Death Penalty will not help women..

Kavita Krishnan was invited by Rediff for a chat session, in which a person with a handle “RAPIST”, threatened her repeatedly and made abusive comments.

Feminists worldwide face online abuse of most vitriolic kind. One of my favourite feminist bloggers Anita Sarkeesian of Feminist Frequency faced horrendous online abuse when she launched her popular video series “Tropes Vs Women in Videogames” http://www.feministfrequency.com/

Its so easy to abuse anonymously. To take trouble to , you know, actually debate about the issue in logical manner takes brains, knowledge and honest interest in the debate. We will talk about this very modern and very prevalent form of harassment later.

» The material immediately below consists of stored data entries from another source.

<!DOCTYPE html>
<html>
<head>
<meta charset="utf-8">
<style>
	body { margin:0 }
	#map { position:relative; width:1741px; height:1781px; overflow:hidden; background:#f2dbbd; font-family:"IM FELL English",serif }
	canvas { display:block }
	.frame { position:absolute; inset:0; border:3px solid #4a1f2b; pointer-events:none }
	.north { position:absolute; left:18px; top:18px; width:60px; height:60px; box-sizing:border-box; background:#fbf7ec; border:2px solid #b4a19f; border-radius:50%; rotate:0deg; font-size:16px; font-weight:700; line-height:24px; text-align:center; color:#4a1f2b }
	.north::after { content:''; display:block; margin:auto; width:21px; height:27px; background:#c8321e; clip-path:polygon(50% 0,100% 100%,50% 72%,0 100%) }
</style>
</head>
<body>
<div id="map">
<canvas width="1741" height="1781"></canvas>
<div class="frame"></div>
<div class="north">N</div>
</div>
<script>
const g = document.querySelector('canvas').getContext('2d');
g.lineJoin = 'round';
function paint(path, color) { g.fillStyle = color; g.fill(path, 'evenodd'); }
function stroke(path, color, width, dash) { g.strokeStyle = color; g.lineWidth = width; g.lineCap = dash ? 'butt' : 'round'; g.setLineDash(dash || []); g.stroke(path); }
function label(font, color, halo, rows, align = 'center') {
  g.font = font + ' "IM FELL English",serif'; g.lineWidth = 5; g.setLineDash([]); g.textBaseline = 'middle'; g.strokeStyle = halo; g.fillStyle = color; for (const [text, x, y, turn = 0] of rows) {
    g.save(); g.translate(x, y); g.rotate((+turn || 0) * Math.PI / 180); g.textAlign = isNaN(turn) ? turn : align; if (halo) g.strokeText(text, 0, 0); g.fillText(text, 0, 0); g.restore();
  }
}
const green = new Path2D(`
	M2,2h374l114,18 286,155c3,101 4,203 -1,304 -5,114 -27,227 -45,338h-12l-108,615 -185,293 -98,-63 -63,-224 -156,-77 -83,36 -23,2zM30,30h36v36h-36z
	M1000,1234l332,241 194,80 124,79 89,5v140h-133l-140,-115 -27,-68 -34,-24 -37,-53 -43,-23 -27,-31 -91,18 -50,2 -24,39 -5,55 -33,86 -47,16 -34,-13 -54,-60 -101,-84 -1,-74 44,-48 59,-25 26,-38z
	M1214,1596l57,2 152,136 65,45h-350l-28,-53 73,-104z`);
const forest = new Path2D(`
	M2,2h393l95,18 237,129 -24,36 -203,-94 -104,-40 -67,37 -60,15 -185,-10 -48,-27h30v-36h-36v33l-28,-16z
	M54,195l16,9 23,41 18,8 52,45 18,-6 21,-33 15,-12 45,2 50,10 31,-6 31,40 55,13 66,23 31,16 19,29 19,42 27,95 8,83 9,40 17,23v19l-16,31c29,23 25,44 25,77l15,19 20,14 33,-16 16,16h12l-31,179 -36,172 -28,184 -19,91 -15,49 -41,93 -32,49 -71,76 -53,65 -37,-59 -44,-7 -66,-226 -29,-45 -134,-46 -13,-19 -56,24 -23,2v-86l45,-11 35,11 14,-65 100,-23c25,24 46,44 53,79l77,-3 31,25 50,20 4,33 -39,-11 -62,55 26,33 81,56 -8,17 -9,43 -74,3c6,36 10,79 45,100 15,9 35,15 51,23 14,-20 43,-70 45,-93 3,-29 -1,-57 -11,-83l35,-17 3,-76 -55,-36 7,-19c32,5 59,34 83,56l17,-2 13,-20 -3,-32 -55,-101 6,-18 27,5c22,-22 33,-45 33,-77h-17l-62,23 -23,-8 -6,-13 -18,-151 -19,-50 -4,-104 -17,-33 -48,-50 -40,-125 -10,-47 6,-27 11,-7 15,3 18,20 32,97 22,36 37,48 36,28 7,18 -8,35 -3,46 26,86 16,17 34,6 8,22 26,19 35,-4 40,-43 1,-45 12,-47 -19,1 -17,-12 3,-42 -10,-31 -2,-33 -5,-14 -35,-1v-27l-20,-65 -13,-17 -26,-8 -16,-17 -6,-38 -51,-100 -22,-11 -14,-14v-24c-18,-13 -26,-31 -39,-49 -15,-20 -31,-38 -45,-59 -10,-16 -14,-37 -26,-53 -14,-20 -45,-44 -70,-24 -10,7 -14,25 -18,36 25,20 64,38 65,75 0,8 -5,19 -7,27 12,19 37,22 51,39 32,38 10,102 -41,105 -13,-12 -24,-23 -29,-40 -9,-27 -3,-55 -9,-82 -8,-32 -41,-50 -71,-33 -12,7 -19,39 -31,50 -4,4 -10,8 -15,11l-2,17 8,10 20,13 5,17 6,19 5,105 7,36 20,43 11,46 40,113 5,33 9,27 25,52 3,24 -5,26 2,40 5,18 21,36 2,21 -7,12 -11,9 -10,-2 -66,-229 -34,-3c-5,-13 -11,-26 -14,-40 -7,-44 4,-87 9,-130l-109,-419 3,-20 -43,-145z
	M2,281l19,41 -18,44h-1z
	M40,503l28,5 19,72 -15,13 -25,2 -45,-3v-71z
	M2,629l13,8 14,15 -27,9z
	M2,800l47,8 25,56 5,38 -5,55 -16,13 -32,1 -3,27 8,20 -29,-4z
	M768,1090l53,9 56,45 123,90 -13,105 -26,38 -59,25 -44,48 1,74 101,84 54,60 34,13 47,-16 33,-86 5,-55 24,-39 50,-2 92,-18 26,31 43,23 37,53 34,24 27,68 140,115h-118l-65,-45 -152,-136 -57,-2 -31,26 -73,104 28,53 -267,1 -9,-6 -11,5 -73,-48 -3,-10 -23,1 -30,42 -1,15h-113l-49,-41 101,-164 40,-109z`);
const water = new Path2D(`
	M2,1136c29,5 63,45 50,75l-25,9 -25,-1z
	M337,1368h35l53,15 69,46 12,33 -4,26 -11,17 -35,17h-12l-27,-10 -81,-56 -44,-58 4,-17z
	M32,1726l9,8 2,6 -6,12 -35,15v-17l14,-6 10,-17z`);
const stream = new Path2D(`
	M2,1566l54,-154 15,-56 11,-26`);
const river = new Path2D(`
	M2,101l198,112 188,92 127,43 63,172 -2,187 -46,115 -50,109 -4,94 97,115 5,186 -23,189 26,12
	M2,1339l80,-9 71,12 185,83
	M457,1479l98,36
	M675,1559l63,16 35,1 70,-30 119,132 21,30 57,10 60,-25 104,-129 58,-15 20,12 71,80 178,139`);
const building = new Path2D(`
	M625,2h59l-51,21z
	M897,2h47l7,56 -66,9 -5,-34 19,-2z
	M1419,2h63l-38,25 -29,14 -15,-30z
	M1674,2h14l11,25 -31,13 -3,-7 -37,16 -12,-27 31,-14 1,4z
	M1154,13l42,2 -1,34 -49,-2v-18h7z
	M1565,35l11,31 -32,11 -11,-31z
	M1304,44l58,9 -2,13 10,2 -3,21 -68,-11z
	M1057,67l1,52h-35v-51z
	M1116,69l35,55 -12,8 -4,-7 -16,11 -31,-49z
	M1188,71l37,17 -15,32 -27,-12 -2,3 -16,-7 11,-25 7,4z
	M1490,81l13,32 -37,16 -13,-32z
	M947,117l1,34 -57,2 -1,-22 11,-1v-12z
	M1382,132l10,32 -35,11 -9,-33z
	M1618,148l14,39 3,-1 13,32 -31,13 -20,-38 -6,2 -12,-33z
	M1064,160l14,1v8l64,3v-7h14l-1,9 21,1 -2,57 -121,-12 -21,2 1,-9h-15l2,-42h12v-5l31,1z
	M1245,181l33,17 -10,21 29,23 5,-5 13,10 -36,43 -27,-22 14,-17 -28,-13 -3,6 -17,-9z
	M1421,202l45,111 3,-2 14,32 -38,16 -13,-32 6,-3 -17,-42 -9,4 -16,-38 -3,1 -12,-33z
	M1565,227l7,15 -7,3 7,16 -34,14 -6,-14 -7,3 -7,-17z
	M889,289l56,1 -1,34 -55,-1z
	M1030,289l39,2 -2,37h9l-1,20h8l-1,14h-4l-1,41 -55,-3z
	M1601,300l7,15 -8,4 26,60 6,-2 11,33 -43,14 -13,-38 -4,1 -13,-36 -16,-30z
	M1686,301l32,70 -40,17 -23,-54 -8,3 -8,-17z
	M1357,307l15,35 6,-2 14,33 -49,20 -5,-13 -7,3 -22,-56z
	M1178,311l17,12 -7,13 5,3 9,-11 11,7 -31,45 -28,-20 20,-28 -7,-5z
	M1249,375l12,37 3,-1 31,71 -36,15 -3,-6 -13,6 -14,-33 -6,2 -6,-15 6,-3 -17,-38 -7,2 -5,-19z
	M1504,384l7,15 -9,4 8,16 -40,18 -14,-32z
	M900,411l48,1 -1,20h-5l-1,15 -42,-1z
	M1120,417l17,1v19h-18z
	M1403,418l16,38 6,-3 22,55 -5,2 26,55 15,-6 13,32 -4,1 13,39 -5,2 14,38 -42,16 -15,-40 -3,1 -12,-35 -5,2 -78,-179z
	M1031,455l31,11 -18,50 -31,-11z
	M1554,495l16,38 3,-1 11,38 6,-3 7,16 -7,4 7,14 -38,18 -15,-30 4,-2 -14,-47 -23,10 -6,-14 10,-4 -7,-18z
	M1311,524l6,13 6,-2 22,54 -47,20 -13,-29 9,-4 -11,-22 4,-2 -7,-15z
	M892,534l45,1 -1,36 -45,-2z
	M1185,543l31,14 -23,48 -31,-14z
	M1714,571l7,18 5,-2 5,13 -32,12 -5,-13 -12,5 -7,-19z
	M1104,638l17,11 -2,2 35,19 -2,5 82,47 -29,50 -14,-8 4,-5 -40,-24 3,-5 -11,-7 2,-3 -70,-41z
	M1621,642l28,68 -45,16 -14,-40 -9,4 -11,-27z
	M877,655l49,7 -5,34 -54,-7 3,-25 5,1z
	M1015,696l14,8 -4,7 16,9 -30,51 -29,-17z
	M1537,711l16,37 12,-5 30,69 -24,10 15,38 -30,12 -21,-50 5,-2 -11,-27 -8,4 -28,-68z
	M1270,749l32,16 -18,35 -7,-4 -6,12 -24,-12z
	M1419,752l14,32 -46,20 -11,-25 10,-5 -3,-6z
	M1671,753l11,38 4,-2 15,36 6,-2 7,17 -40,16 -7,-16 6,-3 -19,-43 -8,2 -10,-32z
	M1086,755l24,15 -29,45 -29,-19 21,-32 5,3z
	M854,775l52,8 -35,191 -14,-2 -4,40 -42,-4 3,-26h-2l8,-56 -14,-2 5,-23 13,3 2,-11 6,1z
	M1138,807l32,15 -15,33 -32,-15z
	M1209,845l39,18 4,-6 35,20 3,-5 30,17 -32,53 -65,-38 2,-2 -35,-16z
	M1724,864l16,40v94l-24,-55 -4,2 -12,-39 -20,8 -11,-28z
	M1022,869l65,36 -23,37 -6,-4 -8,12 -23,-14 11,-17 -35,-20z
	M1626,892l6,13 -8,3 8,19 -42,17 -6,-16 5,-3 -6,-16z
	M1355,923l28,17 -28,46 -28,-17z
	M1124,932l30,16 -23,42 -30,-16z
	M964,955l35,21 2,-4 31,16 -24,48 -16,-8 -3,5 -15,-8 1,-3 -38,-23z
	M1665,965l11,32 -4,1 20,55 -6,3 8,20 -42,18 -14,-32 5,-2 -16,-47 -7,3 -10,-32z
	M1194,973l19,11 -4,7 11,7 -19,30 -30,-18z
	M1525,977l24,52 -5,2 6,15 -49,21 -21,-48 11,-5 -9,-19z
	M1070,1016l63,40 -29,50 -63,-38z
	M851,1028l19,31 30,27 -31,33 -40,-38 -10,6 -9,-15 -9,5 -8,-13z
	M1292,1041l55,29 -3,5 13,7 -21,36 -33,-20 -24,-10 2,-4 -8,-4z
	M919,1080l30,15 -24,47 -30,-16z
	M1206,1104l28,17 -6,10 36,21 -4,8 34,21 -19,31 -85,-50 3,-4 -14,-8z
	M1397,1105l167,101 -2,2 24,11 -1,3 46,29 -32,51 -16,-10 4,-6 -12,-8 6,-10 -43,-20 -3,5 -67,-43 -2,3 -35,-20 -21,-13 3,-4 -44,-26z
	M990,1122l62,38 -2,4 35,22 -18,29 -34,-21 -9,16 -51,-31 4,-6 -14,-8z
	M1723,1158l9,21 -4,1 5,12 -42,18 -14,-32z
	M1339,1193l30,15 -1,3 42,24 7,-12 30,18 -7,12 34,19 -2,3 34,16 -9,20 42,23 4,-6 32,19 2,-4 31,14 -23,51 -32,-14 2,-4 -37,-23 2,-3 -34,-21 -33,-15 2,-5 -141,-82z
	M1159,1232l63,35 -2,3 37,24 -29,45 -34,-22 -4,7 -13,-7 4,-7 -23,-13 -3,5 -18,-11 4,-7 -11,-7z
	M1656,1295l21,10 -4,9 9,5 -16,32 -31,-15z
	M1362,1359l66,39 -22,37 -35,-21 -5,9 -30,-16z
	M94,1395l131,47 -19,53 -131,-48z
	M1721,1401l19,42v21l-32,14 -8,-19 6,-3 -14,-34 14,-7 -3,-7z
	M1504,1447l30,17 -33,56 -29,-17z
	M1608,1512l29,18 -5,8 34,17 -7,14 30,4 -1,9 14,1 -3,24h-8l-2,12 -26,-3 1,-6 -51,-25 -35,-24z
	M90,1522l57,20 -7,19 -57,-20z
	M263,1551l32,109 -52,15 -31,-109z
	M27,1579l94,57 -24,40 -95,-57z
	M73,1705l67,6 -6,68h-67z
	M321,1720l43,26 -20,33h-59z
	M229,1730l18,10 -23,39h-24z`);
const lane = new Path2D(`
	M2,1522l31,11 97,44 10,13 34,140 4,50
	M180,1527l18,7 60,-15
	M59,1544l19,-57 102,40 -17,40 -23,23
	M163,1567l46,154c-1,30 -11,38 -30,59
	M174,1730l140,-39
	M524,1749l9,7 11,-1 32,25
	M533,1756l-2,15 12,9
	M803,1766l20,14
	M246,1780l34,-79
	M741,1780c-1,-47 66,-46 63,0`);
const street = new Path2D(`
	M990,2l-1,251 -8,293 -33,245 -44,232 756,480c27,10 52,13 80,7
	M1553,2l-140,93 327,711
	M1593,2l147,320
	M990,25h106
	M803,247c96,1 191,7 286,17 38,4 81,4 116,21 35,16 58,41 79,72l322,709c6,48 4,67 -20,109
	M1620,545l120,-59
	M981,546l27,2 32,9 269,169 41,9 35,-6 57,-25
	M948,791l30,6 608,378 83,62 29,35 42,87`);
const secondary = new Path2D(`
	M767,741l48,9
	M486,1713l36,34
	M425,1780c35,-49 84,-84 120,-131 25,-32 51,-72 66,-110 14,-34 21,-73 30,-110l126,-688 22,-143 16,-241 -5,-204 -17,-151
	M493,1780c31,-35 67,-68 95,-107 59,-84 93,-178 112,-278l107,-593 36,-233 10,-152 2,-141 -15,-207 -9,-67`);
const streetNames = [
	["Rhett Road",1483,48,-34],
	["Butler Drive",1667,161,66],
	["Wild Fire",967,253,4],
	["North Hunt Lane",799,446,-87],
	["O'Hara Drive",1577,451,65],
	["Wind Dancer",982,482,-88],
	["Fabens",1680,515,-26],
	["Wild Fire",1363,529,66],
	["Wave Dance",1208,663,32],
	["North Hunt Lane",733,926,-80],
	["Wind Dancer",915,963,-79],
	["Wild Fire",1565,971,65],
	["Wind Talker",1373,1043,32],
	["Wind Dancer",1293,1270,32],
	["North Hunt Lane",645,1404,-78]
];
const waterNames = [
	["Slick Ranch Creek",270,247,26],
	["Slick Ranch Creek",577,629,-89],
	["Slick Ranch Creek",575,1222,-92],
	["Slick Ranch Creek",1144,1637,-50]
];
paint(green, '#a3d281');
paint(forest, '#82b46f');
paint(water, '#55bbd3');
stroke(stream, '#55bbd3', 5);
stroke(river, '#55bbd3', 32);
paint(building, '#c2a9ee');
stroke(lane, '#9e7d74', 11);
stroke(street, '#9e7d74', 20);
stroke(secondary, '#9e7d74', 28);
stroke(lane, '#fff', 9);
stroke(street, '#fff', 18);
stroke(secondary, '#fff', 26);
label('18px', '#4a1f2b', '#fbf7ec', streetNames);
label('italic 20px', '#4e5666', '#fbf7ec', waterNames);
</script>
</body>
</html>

Right now, I want to tell you that Kavita Krishnan responded to my last post https://indianfem.wordpress.com/2013/04/22/akshay-kumar-says-hang-the-rapist-kavita-krishnan-recommends-gender-just-laws-i-know-she-is-right-but-my-heart-doesnt-obey/?replytocom=38.

Her response is eloquent, and shows exactly why we need more people like her on the social front campaigning for human rights. Kavita, we all are with you, people with dumb handles like RAPIST notwithstanding.

I am simply copy pasting her very persuasive response that is rooted in hardcore Indian ground reality.

Kavita Krishnan
April 24, 2013 at 11:37 am wrote
This is Kavita Krishnan here – responding to your honest feelings. Gut reaction anger is understandable. But public hanging/flogging/stoning is horrible for a democracy – and lack of democracy and just process doesn’t help women. Look at Saudi Arabia, where they apparently have these draconian punishments for rape. Is it a country where women are free?? Making India into Saudi Arabia won’t help anyone. In India today, if the guilty go free in courts of law and innocents are often punished, the same will happen even where lynch mobs are concerned. Dalit or Muslim men who have married Hindu girls will be branded rapists and lynched – while many powerful rapists – MPs, MLAs, men in Army or police uniform, those who rape during communal or caste violence, as well as dads, cousins, uncles etc who rape within the family and whom the family will protect – will go scot free. In Haryana where the dominant caste rapes dalit women, who will do the lynching? Will the khap panchayats lynch the rapists of their own caste? Can the dalit community ever dream of lynching the dominant caste/community rapist? Moreover, do we want the men who raise slogans of ‘choodi pehen lo’ to the police, thereby revealing that they believe it’s a badge of shame to be women and a badge of honour to be men, to be able to lynch rapists on our behalf?? I fully defend and support a Kiranjit Ahluwalia or a Rupam Pathak when they kill their tormentor – a situation for which the system which protects the tormentor is to blame. But to extend that to say replace the legal system with the mob ‘justice’ is no answer. Change the entire system is the answer – and till then, fight to make this system we have accountable to us.